The custom 3D-printed pieces as well as the custom-machined flange mount can be obtained from Protolabs in 2–3 business days typically, although it is also possible to specify faster production. Production time via, e.g., in-house CNC milling or 3D printing, will vary based on the specific devices used. The products from McMaster are typically available on the same day, while the National Instruments products generally have a 2–6-week lead time, and the motor-encoder units from Maxon typically have a 4–6-week lead time.

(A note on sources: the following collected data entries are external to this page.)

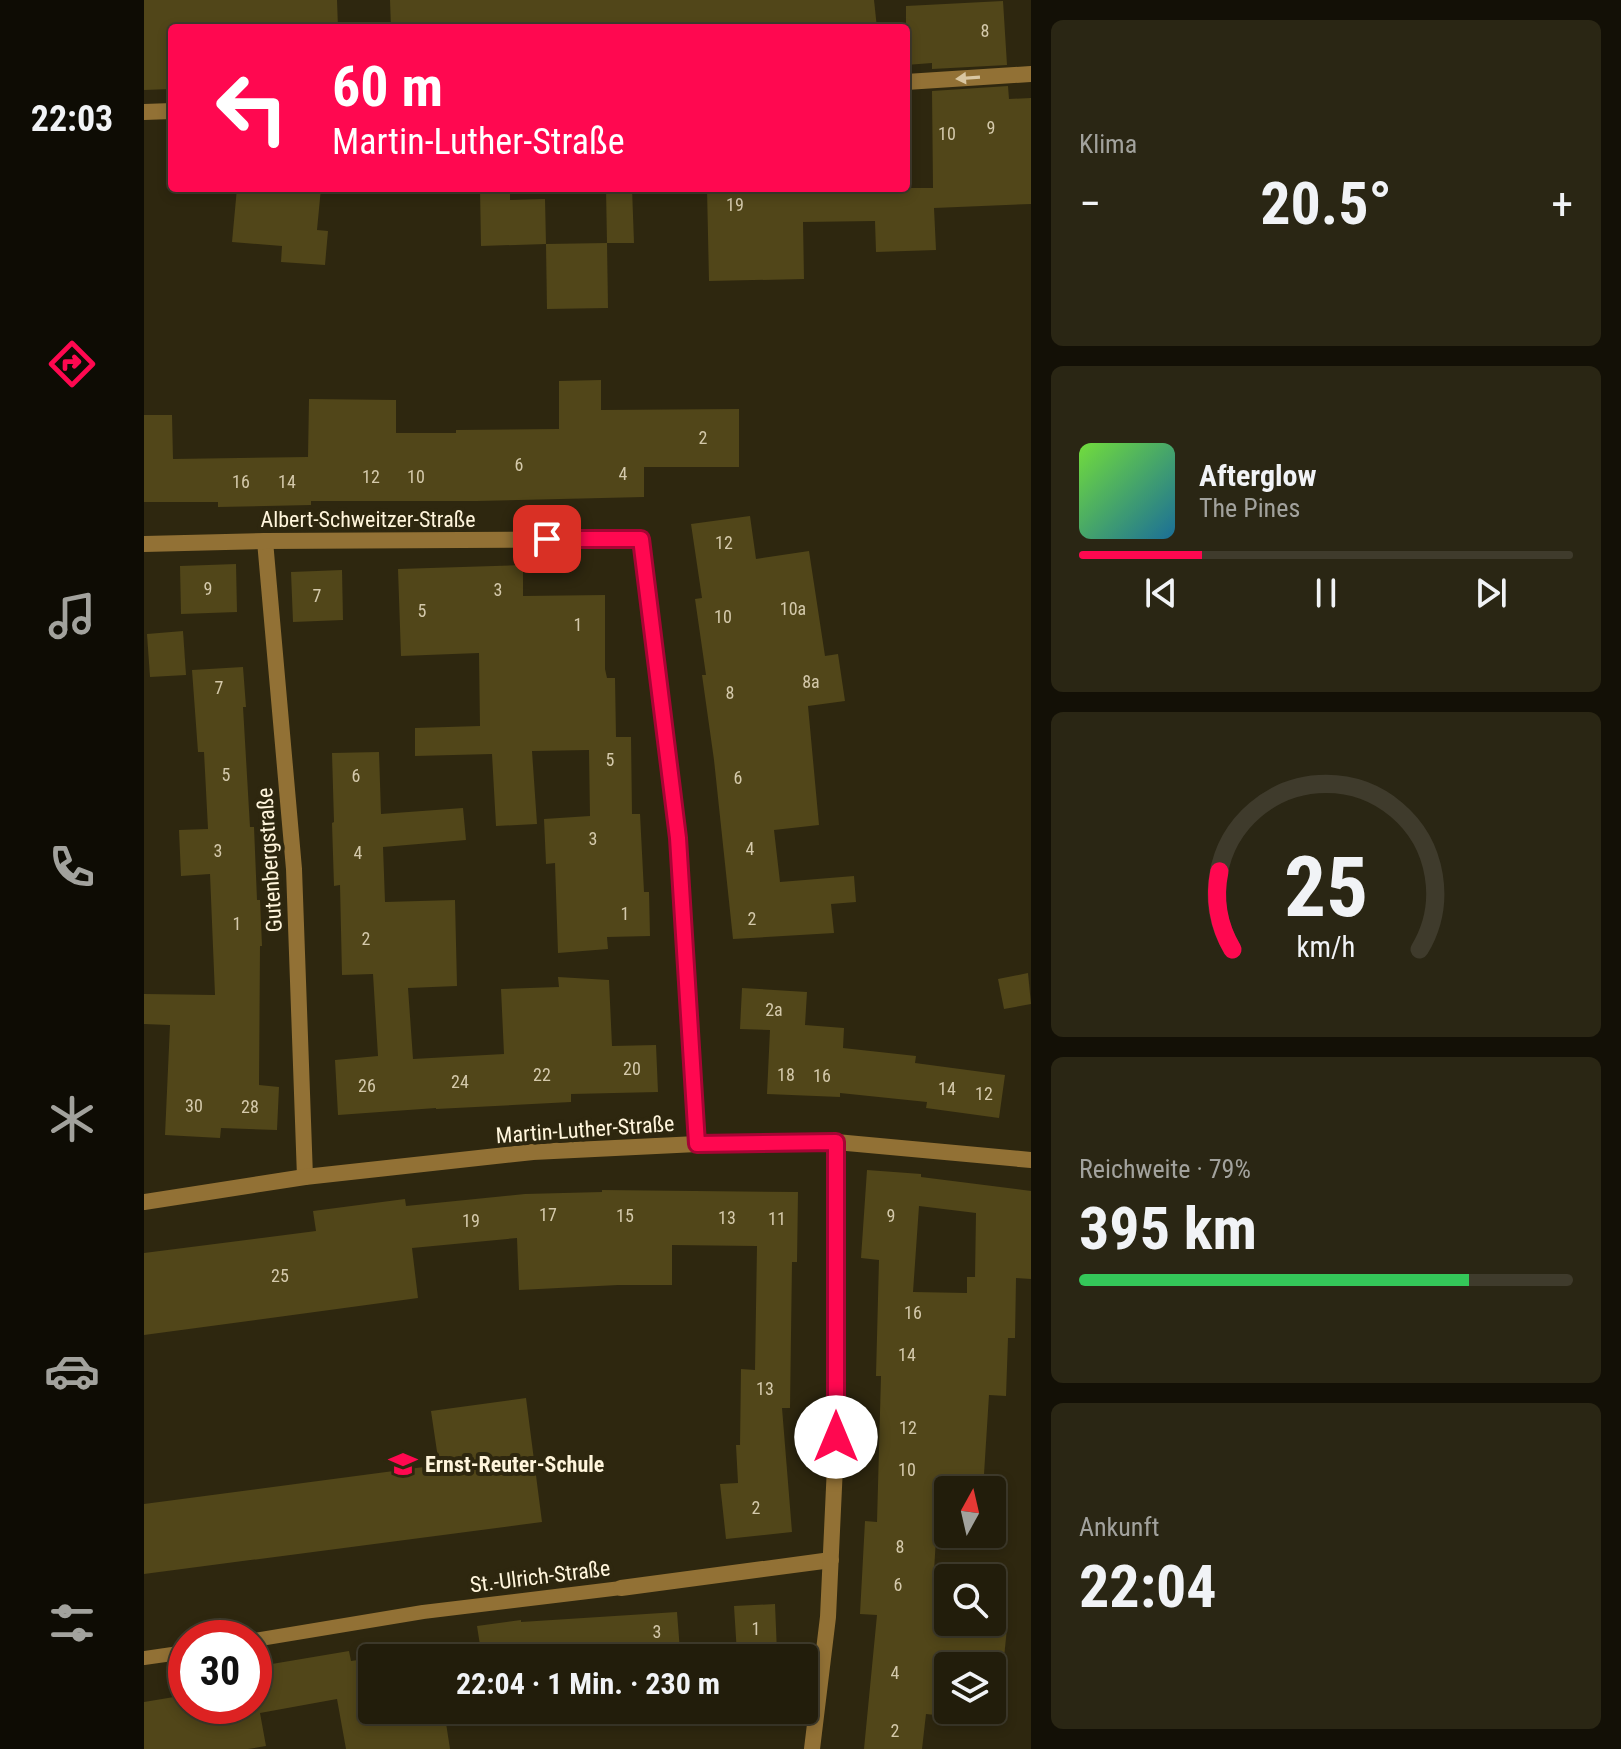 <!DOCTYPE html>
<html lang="de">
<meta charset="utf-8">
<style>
body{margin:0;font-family:"Roboto Condensed",sans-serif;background:#2a2614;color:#f1f3f6;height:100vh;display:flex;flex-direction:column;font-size:30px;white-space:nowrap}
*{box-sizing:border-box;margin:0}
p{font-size:26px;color:#a2a29d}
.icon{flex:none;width:44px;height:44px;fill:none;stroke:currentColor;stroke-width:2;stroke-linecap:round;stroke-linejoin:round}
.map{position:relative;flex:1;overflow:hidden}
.side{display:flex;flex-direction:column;gap:20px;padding:20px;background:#131006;width:590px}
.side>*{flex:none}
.guide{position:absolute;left:24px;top:24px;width:742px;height:168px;border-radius:8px;box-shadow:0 4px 12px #0003,0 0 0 2px #3f3b2c;background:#ff0850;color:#fff;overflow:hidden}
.needle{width:52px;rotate:8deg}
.controls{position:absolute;left:790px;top:1476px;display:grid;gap:16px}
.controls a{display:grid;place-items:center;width:72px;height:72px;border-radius:8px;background:#221d0b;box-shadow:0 4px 12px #0003,0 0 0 2px #3f3b2c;font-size:40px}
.speed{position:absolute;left:24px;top:1620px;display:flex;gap:16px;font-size:40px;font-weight:700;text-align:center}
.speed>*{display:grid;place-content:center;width:104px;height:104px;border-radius:50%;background:#221d0b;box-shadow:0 4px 12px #0003,0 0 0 2px #3f3b2c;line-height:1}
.speed .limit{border:12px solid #d22;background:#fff;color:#111}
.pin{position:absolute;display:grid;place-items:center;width:68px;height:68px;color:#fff;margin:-34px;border-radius:16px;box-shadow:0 4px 12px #0006}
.me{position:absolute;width:88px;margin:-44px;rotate:0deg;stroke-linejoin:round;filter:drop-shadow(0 0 6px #0008)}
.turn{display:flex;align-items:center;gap:28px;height:168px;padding:0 32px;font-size:36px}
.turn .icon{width:104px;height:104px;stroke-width:2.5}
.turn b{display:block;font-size:56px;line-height:68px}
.big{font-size:60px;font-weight:700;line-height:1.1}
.side .widget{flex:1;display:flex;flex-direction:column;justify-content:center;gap:12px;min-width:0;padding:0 28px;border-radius:12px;background:#2a2614}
.side .dial{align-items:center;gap:0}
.dial svg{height:208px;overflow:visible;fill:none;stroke:#3f3b2c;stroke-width:7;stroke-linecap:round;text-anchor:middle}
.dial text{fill:#f1f3f6;stroke:none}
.song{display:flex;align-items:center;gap:24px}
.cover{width:96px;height:96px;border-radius:12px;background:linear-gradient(135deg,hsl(100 70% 55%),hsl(200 70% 35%))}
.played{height:8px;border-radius:4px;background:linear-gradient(90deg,#ff0850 25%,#3f3b2c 25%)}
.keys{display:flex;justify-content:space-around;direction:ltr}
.heat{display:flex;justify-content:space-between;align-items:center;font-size:44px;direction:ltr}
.charge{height:12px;border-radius:6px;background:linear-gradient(90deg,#34c759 79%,#3f3b2c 0)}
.trip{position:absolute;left:214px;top:1644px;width:460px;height:80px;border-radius:8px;background:#221d0b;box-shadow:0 4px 12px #0003,0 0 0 2px #3f3b2c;font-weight:700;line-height:80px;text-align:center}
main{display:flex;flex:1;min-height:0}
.menu{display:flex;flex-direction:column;width:144px;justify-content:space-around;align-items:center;background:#0e0c04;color:#a2a29d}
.menu .icon{width:56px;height:56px}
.menu .selected{color:#ff0850}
.menu b{font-size:36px;color:#f1f3f6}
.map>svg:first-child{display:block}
.building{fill:#514619;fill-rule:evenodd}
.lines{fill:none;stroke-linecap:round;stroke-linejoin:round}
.service{stroke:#927135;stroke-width:14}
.minor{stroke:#927135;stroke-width:16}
.oneway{fill:#d9c7a2}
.route-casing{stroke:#a60534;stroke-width:20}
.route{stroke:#ff0850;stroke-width:14}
.labels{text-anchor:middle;stroke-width:8;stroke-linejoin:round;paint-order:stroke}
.number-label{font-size:18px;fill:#d4c9ab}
.street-label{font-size:22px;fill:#fff5dc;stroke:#2e270f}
.poi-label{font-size:22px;font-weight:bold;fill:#fff5dc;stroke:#2e270f;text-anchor:start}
</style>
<main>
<nav class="menu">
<b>22:03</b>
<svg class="icon selected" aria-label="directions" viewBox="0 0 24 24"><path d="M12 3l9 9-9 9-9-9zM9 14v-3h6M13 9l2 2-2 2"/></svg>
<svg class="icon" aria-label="music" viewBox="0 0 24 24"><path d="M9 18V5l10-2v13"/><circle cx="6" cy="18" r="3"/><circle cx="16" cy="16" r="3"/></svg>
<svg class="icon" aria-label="phone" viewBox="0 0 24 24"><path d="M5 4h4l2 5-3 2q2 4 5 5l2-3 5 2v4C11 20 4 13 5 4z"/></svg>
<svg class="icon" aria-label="climate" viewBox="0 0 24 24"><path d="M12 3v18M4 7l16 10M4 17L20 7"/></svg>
<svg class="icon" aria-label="car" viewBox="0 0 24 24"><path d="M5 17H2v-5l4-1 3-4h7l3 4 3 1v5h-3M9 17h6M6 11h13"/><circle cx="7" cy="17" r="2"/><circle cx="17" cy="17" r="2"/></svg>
<svg class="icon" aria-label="filters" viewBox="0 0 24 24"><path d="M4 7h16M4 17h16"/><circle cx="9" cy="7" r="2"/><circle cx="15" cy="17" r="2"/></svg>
</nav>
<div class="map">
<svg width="887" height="1749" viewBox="0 0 887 1749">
<rect width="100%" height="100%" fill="#2e270f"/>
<g class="building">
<polygon points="0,0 193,0 194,28 25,28 27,89 0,90"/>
<polygon points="246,0 730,0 733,28 247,28"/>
<polygon points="859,1 863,65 788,69 788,63 762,65 762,6"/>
<polygon points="864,86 865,99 887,98 887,204 790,208 792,250 732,252 731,221 659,222 660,279 565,281 563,188 789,188 788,91"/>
<polygon points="93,188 177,188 173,230 184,231 181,265 137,262 138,246 88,242"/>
<polygon points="336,188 366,188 366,200 401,199 402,244 337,246"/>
<polygon points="462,188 488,188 490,243 463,243"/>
<polygon points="463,243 464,308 403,309 402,244"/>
<polygon points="457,380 457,410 595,409 595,467 500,467 500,497 332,501 167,501 167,505 74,507 74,502 0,502 0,415 28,415 29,459 164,457 165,399 252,400 252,433 312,433 312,430 415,429 415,381"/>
<polygon points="606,516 612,559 665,551 681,656 694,654 701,701 664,706 675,825 630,830 636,882 710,876 712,902 687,904 690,933 589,939 570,760 558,675 562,675 551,599 558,598 547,524"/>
<polygon points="92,564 93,612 37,614 36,566"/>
<polygon points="379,565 379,596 461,595 461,669 463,678 471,678 472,737 487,737 488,814 496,814 500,892 505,892 506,936 463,937 464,949 414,953 411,863 402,864 400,819 446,816 445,750 388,751 393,824 352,826 348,754 271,756 271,728 336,726 335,653 257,656 254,569"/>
<polygon points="198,570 199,620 149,622 147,572"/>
<polygon points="39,631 42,675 6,677 3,634"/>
<polygon points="99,667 102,707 99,707 106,827 110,827 113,900 116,900 118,946 116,946 115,1085 135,1087 133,1130 77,1128 76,1138 21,1135 26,1025 0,1024 0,994 71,995 66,874 37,876 35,830 64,829 60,752 54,752 48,670"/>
<polygon points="235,752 237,814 319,808 322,840 239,847 241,902 311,900 313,986 264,988 269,1059 360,1054 357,989 415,987 414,977 465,980 468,1046 512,1045 514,1092 427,1094 427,1102 292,1109 292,1108 194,1115 191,1060 234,1056 229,974 198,975 196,885 190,886 188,823 190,822 188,753"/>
<polygon points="884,973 887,1004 860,1009 854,979"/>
<polygon points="598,988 663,992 661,1025 700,1028 699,1048 772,1056 771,1063 861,1075 855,1118 782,1108 783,1102 696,1093 696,1097 623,1094 626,1030 596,1029"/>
<path d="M723,1170L777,1174V1177L887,1191V1279L872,1278L871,1338H864L862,1396L845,1395L839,1490H795L790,1571L831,1574V1578H804V1622H829L828,1625L863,1628L859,1668L805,1663L800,1716L782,1714L778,1749H720L733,1615L716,1614L721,1521L733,1522L737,1376H732L735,1260L717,1258ZM775,1206L832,1213L831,1277H823V1293L769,1292Z"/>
<polygon points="458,1190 654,1192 653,1262 648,1262 646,1408 638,1408 648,1532 582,1539 576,1484 594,1483 592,1445 596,1445 597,1369 611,1370 613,1246 528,1245 528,1285 474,1285 375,1290 373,1238 268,1248 274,1298 0,1335 0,1253 172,1231 169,1211 261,1199 262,1206 381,1194 458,1192"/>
<polygon points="382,1398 398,1522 0,1574 0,1504 295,1465 287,1411"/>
<polygon points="631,1604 633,1653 628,1653 629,1658 595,1658 595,1654 593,1654 590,1606"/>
<polygon points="533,1612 536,1651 457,1656 457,1658 338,1658 333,1626 377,1620 377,1622"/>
<polygon points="205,1651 207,1661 228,1658 228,1710 300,1710 306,1749 202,1749 193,1699 116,1713 122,1746 104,1749 0,1749 0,1702 42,1695 42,1706 110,1706 110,1667"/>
</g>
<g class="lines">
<g class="service">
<polyline points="110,1640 279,1612 477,1588"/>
<polyline points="0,1658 42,1652"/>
</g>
<g class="minor">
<polyline points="762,82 887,74"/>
<polyline points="0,112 28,111"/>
<polyline points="121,541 150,869 161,1177"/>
<polyline points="0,544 121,541 497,539 534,838 553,1144"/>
<polyline points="0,1202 161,1177 389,1152 553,1144 692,1142 887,1160"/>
<polyline points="477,1588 687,1560"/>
<polyline points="668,1749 684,1617 691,1466 692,1142"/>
</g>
</g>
<defs><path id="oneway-solid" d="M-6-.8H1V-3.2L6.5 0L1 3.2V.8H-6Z" transform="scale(2)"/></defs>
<use class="oneway" href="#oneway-solid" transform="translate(824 78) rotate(176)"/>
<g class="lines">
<defs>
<polyline id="route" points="403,539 497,539 534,838 553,1144 692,1142 692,1437"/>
</defs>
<use href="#route" class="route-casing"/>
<use href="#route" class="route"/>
</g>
<defs>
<symbol id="school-bare" viewBox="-9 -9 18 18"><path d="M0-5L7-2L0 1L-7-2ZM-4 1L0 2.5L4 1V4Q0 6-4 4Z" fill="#ff0850" stroke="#2e270f" stroke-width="2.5" paint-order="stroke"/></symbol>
</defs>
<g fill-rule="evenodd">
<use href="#school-bare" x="239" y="1444" width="40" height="40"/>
</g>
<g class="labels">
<g class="number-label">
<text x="841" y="37">8</text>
<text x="847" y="134">9</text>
<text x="803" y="140">10</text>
<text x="591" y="211">19</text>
<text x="559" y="444">2</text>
<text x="375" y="471">6</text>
<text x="479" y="480">4</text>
<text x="227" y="483">12</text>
<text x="272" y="483">10</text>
<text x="97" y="488">16</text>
<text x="143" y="488">14</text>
<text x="580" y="549">12</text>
<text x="64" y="595">9</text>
<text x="354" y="596">3</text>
<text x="173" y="602">7</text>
<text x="649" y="615">10a</text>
<text x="278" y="617">5</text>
<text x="579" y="623">10</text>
<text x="434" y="631">1</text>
<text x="667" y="688">8a</text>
<text x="75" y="694">7</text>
<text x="586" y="699">8</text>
<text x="466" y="766">5</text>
<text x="82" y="781">5</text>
<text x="212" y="782">6</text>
<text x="594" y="784">6</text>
<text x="449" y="845">3</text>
<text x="606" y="855">4</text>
<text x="74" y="857">3</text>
<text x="214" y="859">4</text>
<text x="481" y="920">1</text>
<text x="608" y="925">2</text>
<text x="93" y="930">1</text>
<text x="222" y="945">2</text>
<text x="630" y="1016">2a</text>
<text x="488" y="1075">20</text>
<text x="398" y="1081">22</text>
<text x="642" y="1081">18</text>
<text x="678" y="1082">16</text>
<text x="316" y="1088">24</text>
<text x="223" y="1092">26</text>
<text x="803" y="1095">14</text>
<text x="840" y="1100">12</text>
<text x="50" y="1112">30</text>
<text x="106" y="1113">28</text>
<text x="404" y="1221">17</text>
<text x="481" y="1222">15</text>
<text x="747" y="1222">9</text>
<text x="583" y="1224">13</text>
<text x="633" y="1225">11</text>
<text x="327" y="1227">19</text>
<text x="136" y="1282">25</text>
<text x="769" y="1319">16</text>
<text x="763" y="1361">14</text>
<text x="621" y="1395">13</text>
<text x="764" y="1434">12</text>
<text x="763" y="1476">10</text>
<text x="612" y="1514">2</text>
<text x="756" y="1553">8</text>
<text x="754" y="1591">6</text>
<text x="612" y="1635">1</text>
<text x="513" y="1638">3</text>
<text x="751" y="1679">4</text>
<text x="751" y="1737">2</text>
</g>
<g class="street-label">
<text x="224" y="527">Albert-Schweitzer-Straße</text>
<text transform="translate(125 860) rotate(-94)" y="8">Gutenbergstraße</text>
<text transform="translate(441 1129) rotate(-4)" y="8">Martin-Luther-Straße</text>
<text transform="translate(396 1576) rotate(-7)" y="8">St.-Ulrich-Straße</text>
</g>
<g class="poi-label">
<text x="281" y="1472">Ernst-Reuter-Schule</text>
</g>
</g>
</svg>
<div class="controls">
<a><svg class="needle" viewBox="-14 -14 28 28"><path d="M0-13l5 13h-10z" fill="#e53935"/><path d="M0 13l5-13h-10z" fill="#a2a29d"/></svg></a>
<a><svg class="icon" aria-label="search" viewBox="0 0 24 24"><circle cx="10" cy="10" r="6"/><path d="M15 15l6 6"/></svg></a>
<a><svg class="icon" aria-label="layers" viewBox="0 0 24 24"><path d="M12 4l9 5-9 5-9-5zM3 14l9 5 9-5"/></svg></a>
</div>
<div class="speed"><div class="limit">30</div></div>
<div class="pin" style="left:403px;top:539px;background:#d93025"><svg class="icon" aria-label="arrive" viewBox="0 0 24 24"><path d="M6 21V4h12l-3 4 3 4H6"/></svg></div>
<svg class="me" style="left:692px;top:1437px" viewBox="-20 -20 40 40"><circle r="19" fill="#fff"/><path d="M0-13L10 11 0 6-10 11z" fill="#ff0850"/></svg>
<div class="trip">22:04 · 1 Min. · 230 m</div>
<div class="guide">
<div class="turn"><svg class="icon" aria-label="left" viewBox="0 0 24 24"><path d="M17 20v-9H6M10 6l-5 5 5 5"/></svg><div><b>60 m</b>Martin-Luther-Straße</div></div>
</div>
</div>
<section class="side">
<div class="widget"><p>Klima</p>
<div class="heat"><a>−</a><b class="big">20.5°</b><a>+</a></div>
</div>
<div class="widget">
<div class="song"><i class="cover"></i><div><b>Afterglow</b><p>The Pines</p></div></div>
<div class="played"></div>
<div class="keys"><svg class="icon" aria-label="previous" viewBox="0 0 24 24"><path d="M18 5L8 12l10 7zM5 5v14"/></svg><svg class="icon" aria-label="pause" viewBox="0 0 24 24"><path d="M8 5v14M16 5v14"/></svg><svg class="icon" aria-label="next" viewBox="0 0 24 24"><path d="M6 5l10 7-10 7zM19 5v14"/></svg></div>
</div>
<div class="widget dial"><svg viewBox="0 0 100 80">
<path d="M14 69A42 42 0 1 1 86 69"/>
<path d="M14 69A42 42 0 0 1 9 39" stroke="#ff0850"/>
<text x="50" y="56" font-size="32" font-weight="700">25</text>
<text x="50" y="72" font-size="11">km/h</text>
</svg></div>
<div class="widget"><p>Reichweite · 79%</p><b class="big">395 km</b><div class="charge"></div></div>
<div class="widget"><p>Ankunft</p><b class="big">22:04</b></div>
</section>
</main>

Robot assembly (Steps 1–11) should take several hours. Electronics assembly and wiring (Steps 12–20) should also take several hours. Software installation, setup and calibration (Steps 21–39) should take less than a day. Animal training (Steps 40–46) takes between 1 and 3 weeks, depending on the task.

Anticipated results

Example results from four different tasks are shown in Fig. 4b–i. We provide trajectories from the simplest task, in which the animal’s motion is linearly constrained by a virtual track, in this case directed straight ahead, as in ref. ¹⁶. We also provide example trajectories from a task where the animal’s movement trajectory is constrained to a T-shaped track, such that it must push forward and subsequently push to the left or right, as in ref. ¹⁵. For this turning movement sequence task, we show trajectories in which the animal made the correct motion, and we summarize the improvement in performance across 10 mice over several weeks in Fig. 3d,e.

We also provide example data from the aiming task, in which the animal can produce arbitrary two-dimensional trajectories but is rewarded only for those sufficiently close to a user-specified target direction (Fig. 4f). To provide a sense of the across-trial variability, we provide dot plots of the mouse’s maximal deviation in millimeters from the target movement axis during each trial, which we display for three mice (three left-most panels in Fig. 4g). To provide an illustration of across-day variability in an expert mouse, we provide performance dot plots for three consecutive days in one mouse (Fig. 4g, three right-most panels). The performance level across all trials from eight different mice is quantified in the histogram in Fig. 4h. The possibility of training animals to alternate between three different target movement directions in the aiming task is illustrated in Fig. 4i.

To give users a sense of the type of raw data to expect, we provide an example MATLAB file in Supplementary Data 1 that contains the x and y position, licking, solenoid opening and robot state data for the experiment displayed in Fig. 4f and the rightmost dot plot in Fig. 4g.